Although receiving little attention, California regulations have long required employers in many industries to provide seats for employees when the nature of the work permits it. Now, because of a flurry of lawsuits alleging violations of the regulations, employers are advised to sit up and take note. Costly litigation might be avoided for the price of a stool!
In two recent cases, Bright v. 99¢ Only Store1 and Home Depot v. Superior Court,2 California courts of appeal have ruled that employees may bring class action lawsuits against employers who fail to provide them with seats during work hours.
The specific requirement is:
All working employees shall be provided with suitable seats when the nature of the work reasonably permits the use of seats.
When employees are not engaged in the active duties of their employment and the nature of the work requires standing, an adequate number of suitable seats shall be placed in reasonable proximity to the work area and employees shall be permitted to use such seats when it does not interfere with the performance of their duties.3
To varying degrees, employee-seating requirements exist in at least 10 other states including Florida, Massachusetts, Montana, New Jersey, New York, Oregon, Pennsylvania, South Dakota, West Virginia, and Wisconsin.

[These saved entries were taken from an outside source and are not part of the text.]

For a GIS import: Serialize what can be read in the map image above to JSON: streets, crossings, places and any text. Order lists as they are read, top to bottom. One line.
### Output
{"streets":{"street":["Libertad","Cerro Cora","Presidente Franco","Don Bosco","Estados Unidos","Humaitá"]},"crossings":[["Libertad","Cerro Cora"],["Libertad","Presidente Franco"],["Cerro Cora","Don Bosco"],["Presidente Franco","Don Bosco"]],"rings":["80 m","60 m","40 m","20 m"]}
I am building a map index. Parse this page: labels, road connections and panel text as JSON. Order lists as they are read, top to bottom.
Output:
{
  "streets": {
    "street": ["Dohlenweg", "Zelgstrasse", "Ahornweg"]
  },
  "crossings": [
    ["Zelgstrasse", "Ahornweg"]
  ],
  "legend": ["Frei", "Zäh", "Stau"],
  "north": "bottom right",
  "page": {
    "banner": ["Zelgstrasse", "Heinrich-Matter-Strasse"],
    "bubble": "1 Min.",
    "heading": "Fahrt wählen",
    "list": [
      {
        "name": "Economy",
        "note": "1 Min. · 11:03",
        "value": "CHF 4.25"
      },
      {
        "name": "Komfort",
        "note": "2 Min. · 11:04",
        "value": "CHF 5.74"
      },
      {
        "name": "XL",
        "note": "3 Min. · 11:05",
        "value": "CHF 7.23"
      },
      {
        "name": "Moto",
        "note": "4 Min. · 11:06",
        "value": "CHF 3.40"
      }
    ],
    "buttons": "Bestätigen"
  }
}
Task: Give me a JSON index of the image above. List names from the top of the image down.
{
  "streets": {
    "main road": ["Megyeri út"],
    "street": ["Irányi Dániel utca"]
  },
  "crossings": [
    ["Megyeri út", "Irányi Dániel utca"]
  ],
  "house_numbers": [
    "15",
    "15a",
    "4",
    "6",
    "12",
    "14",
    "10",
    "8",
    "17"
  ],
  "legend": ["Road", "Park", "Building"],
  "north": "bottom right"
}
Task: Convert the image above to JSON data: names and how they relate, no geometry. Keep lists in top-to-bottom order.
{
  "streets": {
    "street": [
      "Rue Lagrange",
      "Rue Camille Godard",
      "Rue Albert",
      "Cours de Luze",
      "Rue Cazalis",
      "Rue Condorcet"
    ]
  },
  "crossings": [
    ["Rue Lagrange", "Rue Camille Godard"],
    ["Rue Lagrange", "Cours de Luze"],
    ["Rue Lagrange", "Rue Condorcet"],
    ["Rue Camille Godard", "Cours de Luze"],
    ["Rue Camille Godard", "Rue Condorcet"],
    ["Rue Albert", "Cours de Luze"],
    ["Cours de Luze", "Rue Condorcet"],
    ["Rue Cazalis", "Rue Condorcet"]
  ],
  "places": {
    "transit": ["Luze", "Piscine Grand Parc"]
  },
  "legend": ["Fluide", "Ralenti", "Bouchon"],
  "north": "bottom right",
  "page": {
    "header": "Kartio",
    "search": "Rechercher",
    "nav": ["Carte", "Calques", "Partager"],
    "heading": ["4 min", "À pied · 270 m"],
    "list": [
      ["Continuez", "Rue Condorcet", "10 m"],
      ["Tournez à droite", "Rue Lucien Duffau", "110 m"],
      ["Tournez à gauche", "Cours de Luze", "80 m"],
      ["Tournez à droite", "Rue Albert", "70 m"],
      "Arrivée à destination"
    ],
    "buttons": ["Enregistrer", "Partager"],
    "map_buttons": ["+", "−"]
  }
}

Although it used to be that only the labor commissioner could enforce the California requirement, now, under the Private Attorney General Act (PAGA), employees can step into the shoes of the labor commissioner and sue on behalf of themselves and others. Penalties can add up quickly: $100 for each aggrieved employee for each pay period for the initial violation, and $200 for each aggrieved employee for each pay period for each subsequent violation.